The Maguindanaon have a culture that revolves around kulintang music, a specific type of gong music, found among both Muslim and non-Muslim groups of the Southern Philippines.

An underground pop music scene known as Bangsamoro pop (B-pop; also called Moropop) centered in Maguindanao and Soccsksargen has emerged in late 2000's, gaining local radio listeners and fans in the area, but also attracted some worldwide following among Maguindanaon diaspora thanks to YouTube. Notable B-pop artists include Datu Khomeini Camsa Bansuan (dubbed as the "King of Moro Songs"), Tamtax, Johnson Ampatuan, Shaira (dubbed as the "Queen of Bangsamoro Pop" known for her song "Selos"), among others who perform in such venues as barangay basketball courts, residential neighborhoods, birthday or wedding parties and even remotest areas such as forest villages rather than clubs. Their lyrics are mainly written in both Maguindanaon and Tagalog.

==Notable Maguindanaons==
- Datu Sharrif Zainal Abedin, an influential mestizo of Arab and Maguindanaon descent married to a daughter of a very influential datu of lower Buayan, General Santos City who became the first municipal mayor.

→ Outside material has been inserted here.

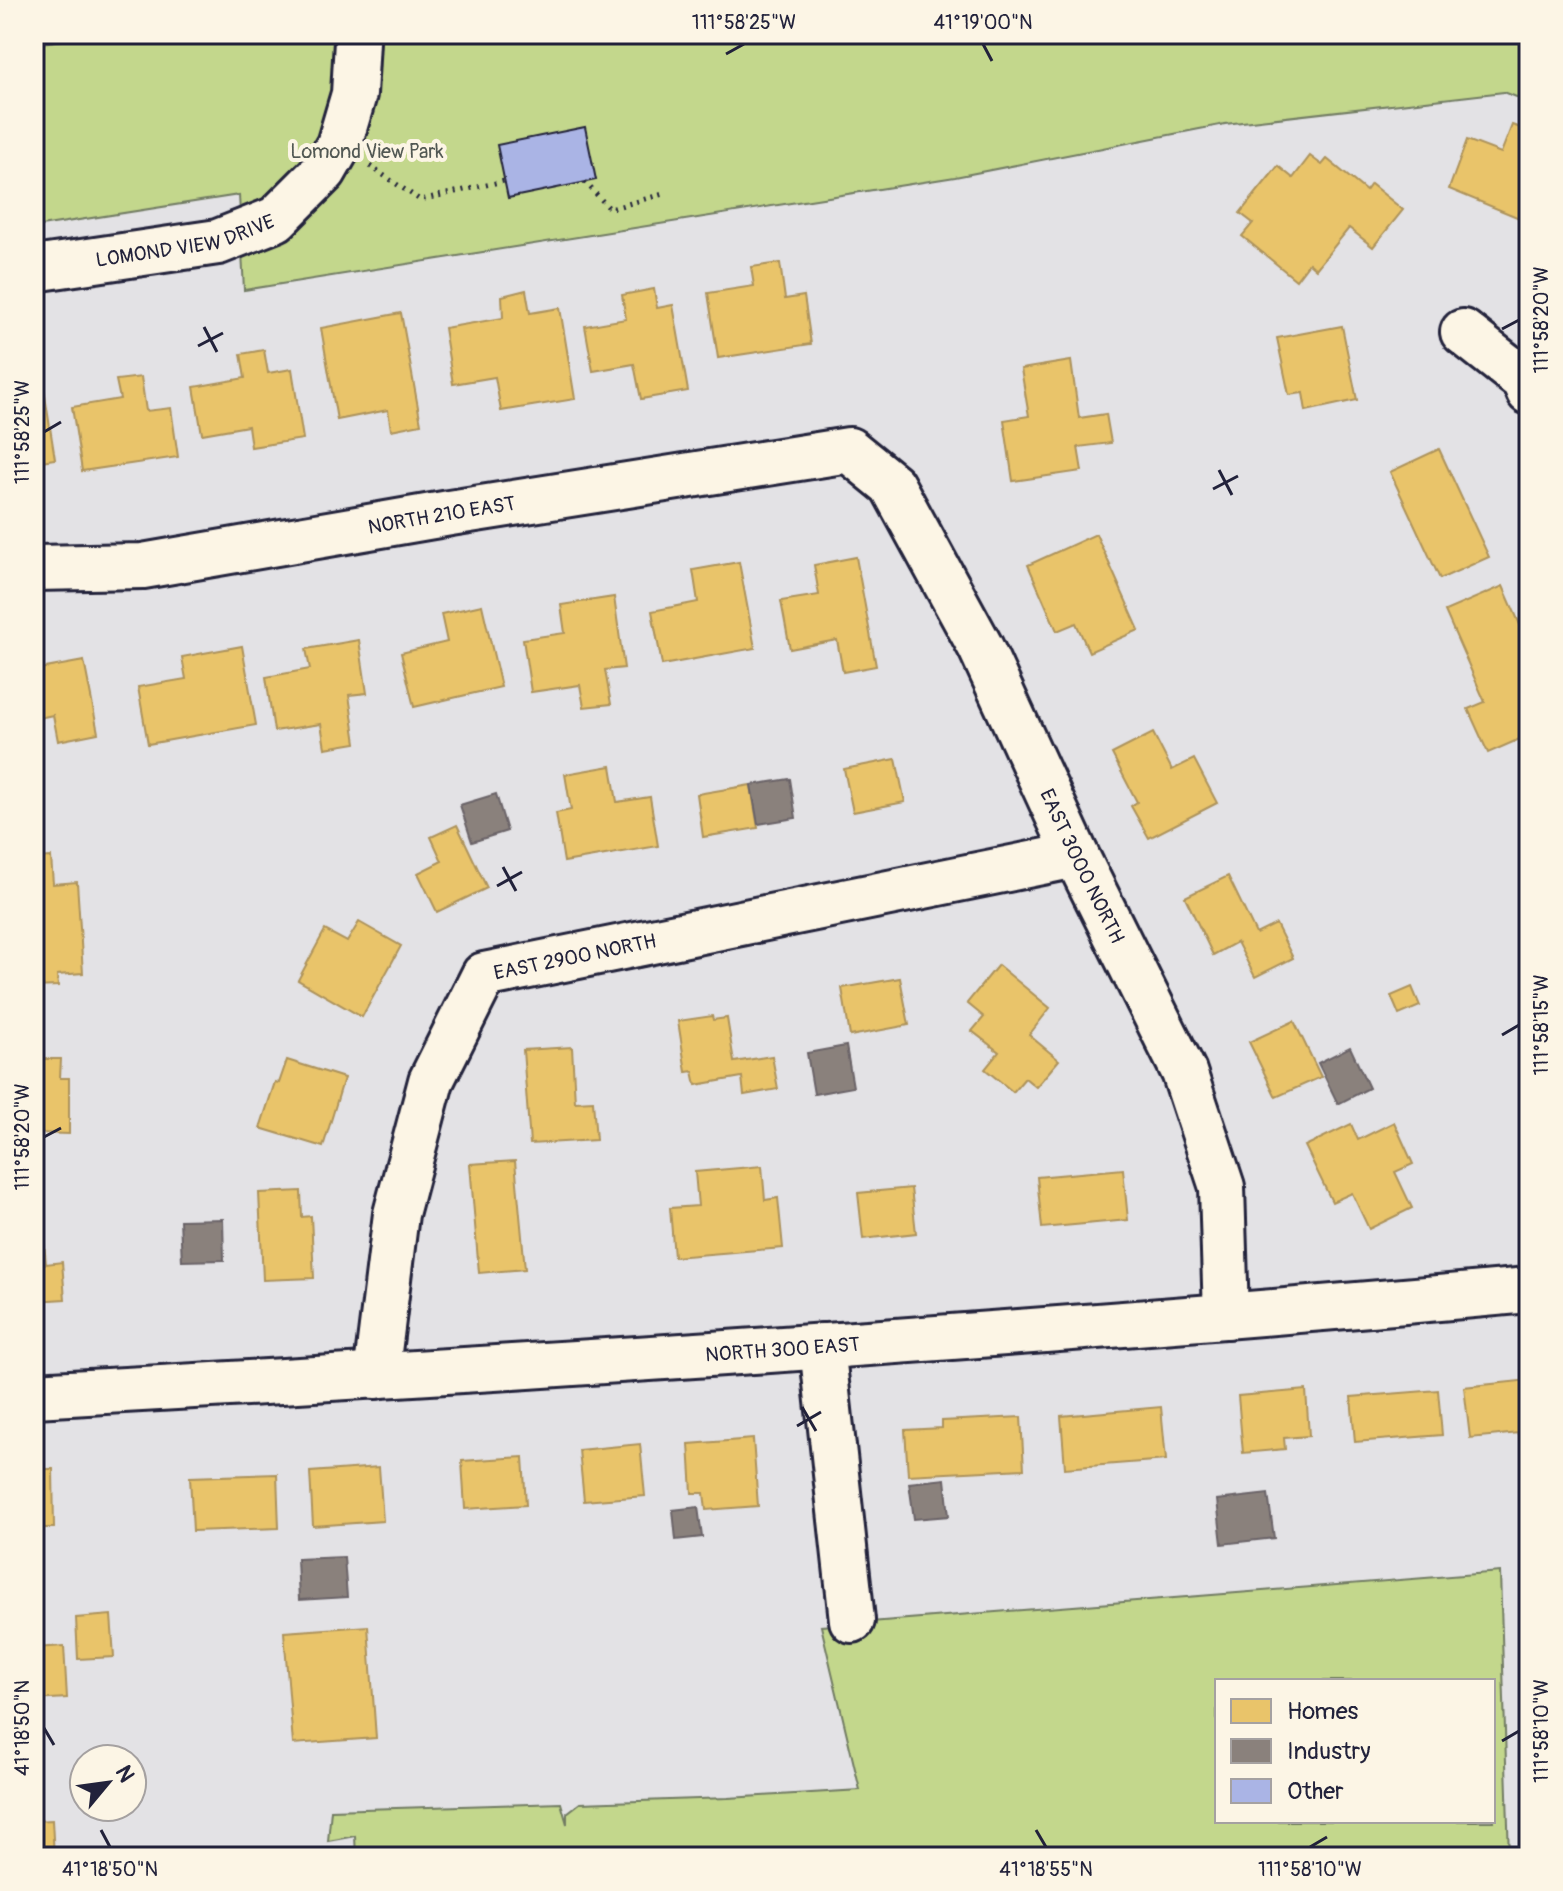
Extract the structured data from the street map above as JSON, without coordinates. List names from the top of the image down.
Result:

- Salipada Pendatun, a Filipino lawyer, military officer, and politician, being the first Filipino Muslim in history to hold these offices.

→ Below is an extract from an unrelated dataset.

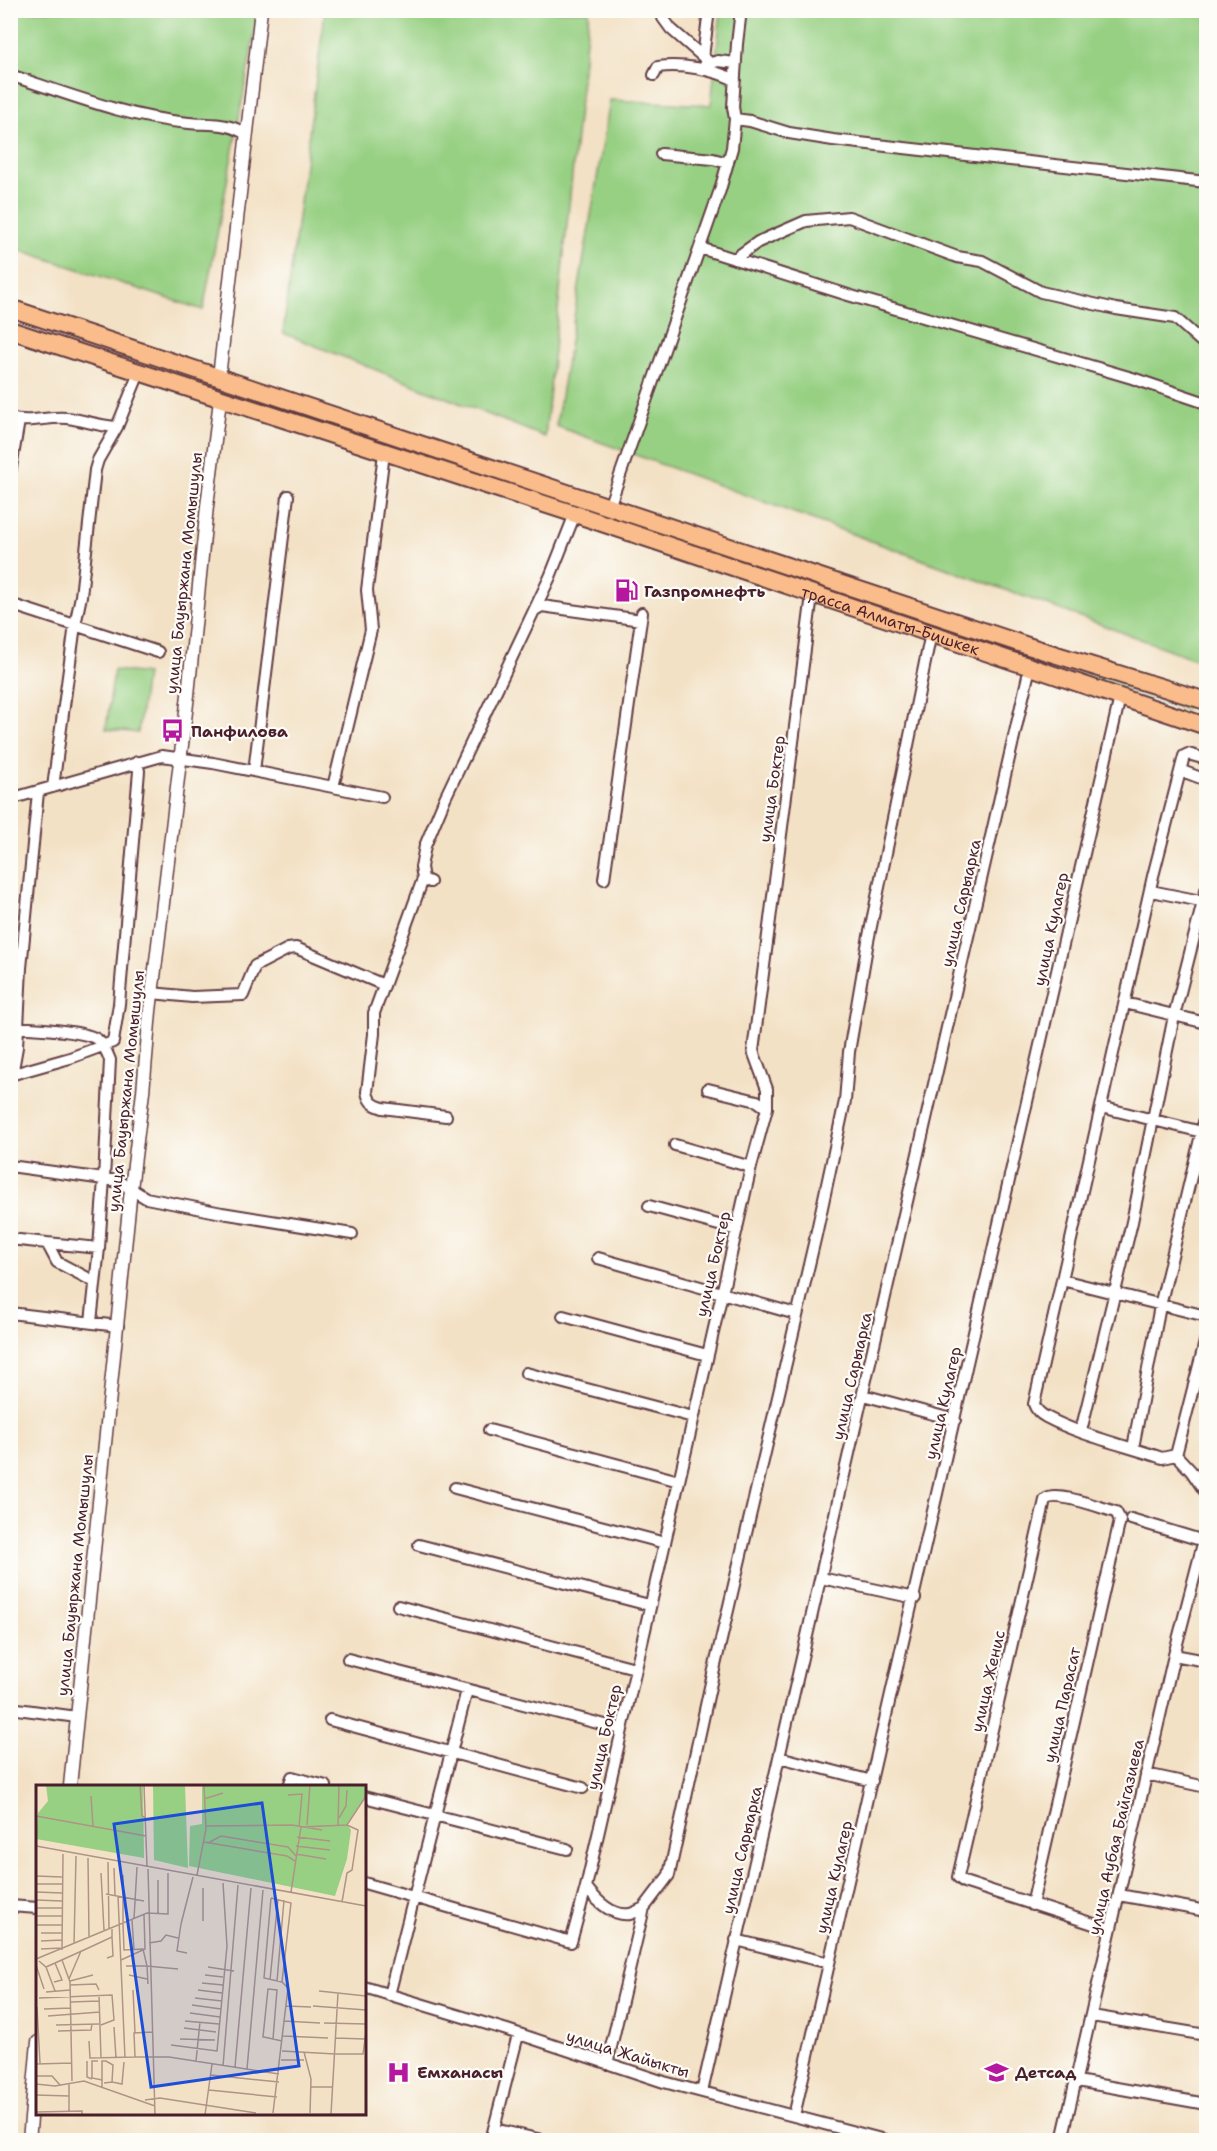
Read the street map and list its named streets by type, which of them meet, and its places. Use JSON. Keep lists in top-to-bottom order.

- Datu Bago, was the Datu of Davao Gulf from 1800 till his death 1850, serving as vassal under the Sultanate of Maguindanao.

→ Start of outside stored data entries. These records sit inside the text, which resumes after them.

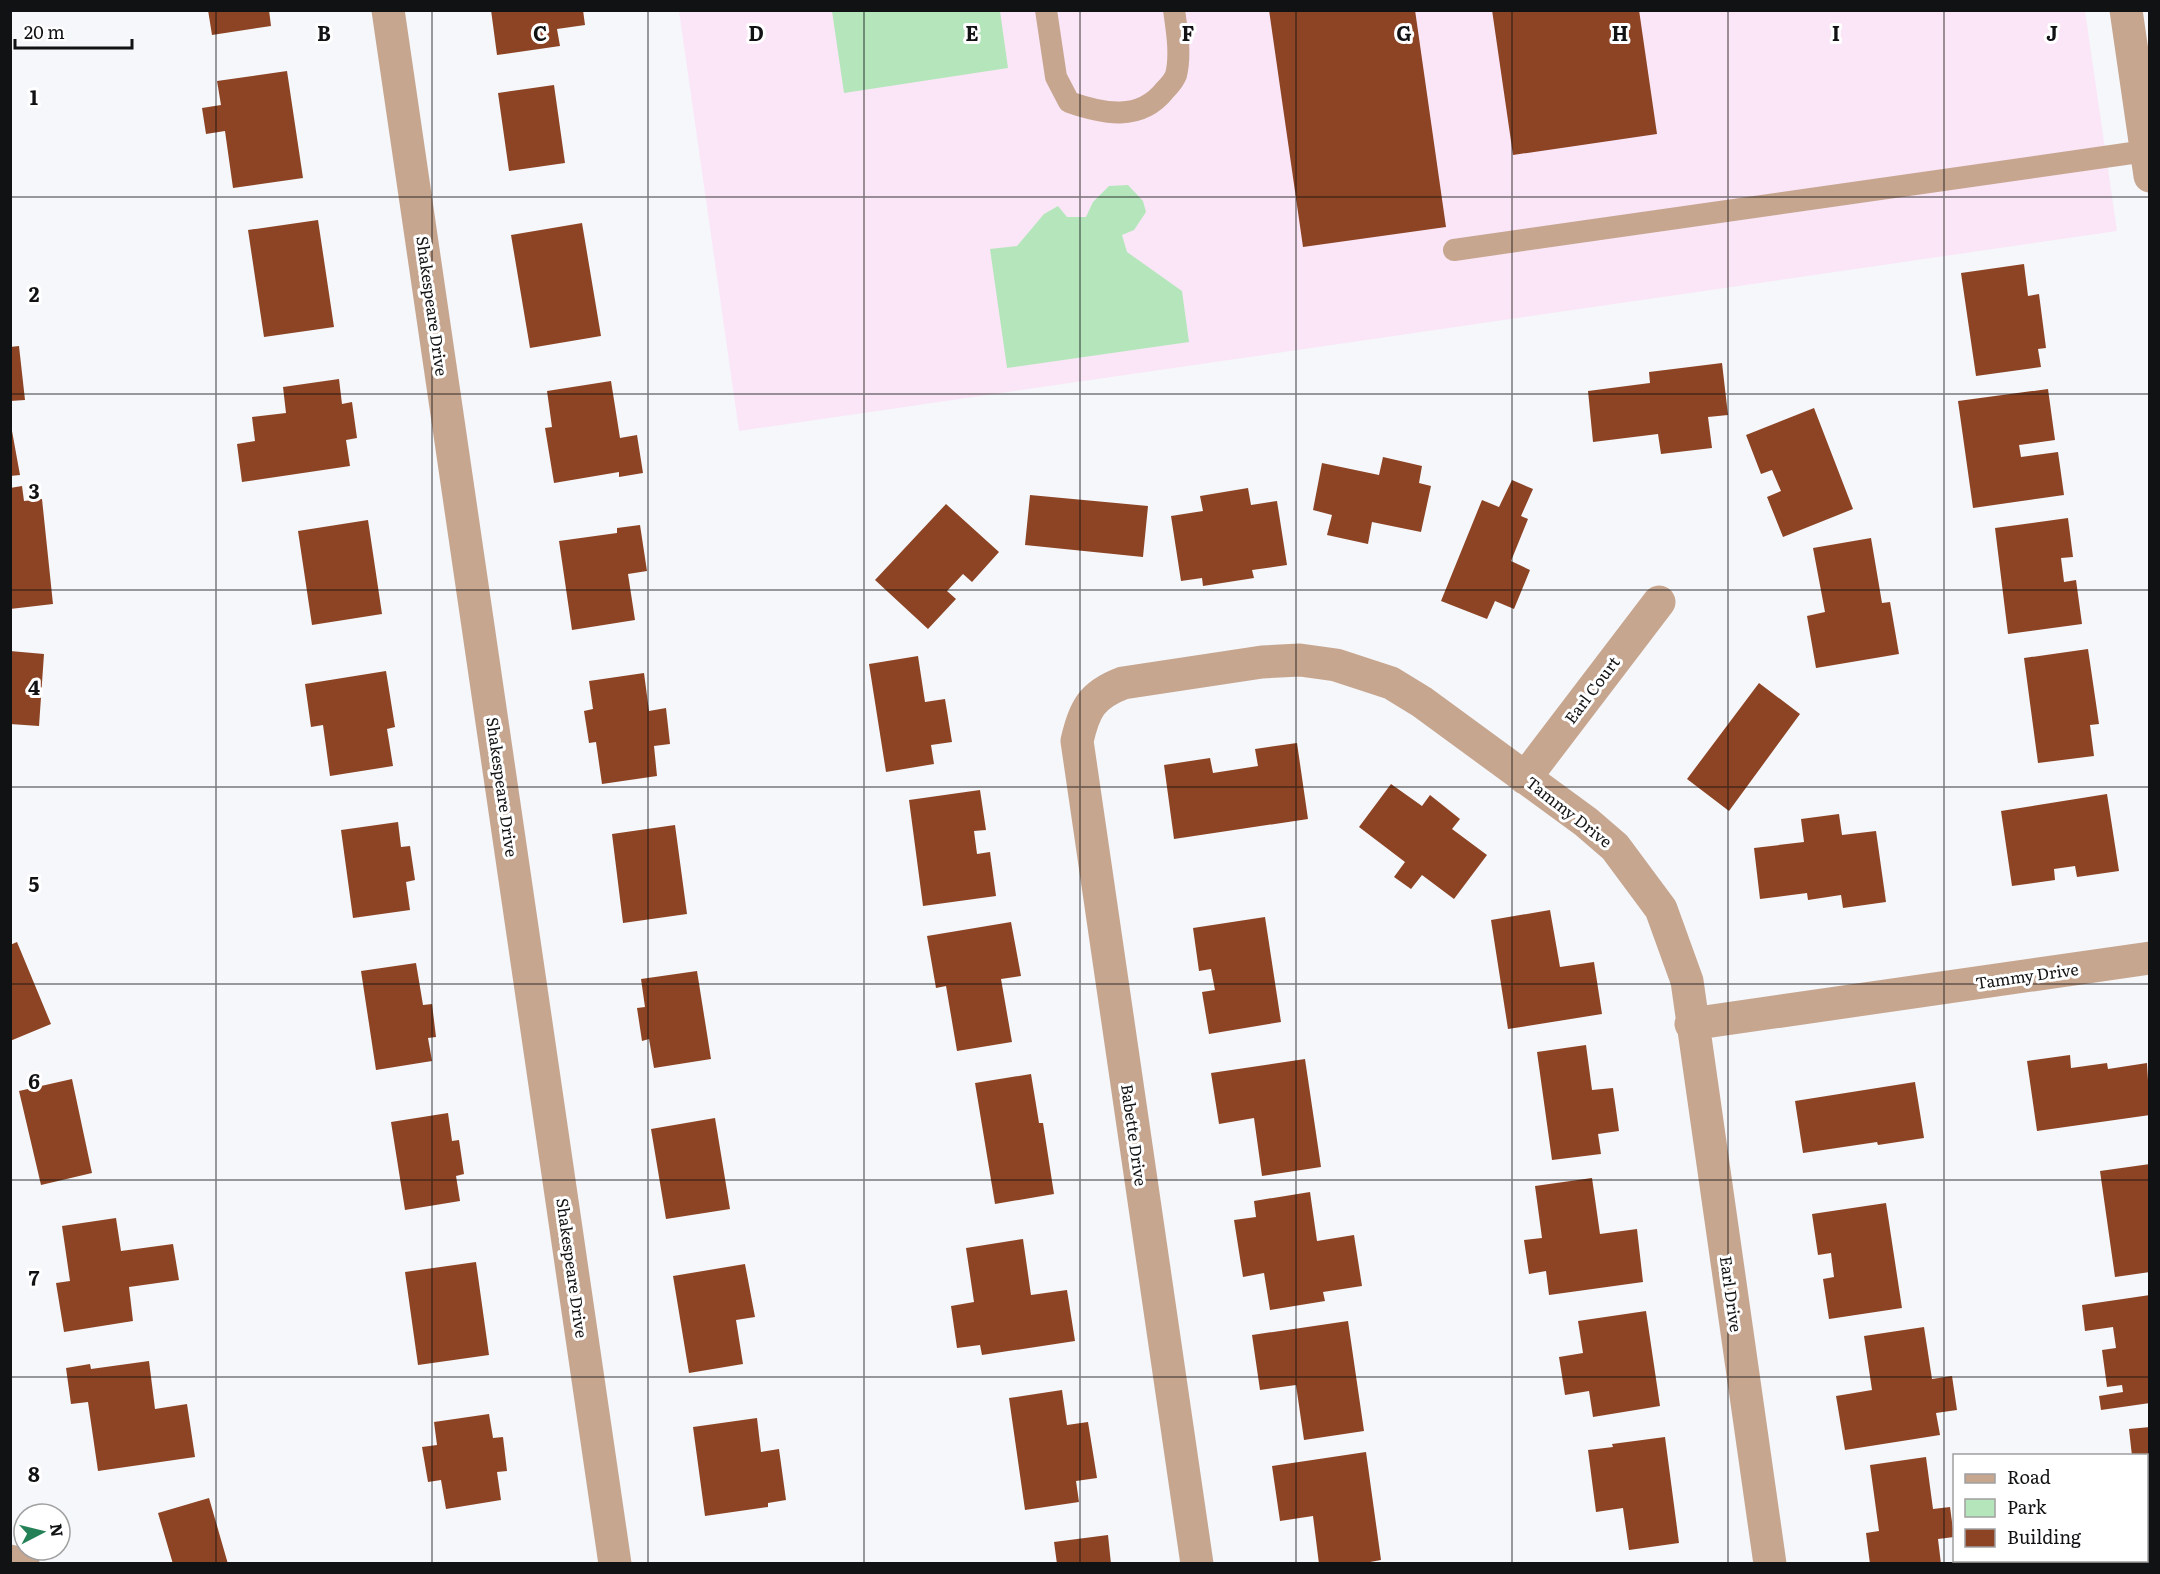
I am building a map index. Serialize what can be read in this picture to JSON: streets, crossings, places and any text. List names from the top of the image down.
{
  "streets": {
    "street": [
      "Shakespeare Drive",
      "Earl Court",
      "Tammy Drive",
      "Babette Drive",
      "Earl Drive"
    ]
  },
  "crossings": [
    ["Earl Court", "Tammy Drive"],
    ["Tammy Drive", "Babette Drive"],
    ["Tammy Drive", "Earl Drive"]
  ],
  "legend": ["Road", "Park", "Building"],
  "scale_bar": "20 m",
  "north": "right",
  "grid": {
    "columns": [
      "B",
      "C",
      "D",
      "E",
      "F",
      "G",
      "H",
      "I",
      "J"
    ],
    "rows": [
      "1",
      "2",
      "3",
      "4",
      "5",
      "6",
      "7",
      "8"
    ]
  }
}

- Murad Ebrahim, first and interim Chief Minister of the Bangsamoro Autonomous Region in Muslim Mindanao.
- Datu Piang, founder of the royal House of Piang.
- Hashim Salamat, founder of Moro Islamic Liberation Front.
- Muslimin Sema, former mayor of Cotabato City and a member of the Moro National Liberation Front.
- Mohagher Iqbal, the nom de guerre of the member of the Moro Islamic Liberation Front.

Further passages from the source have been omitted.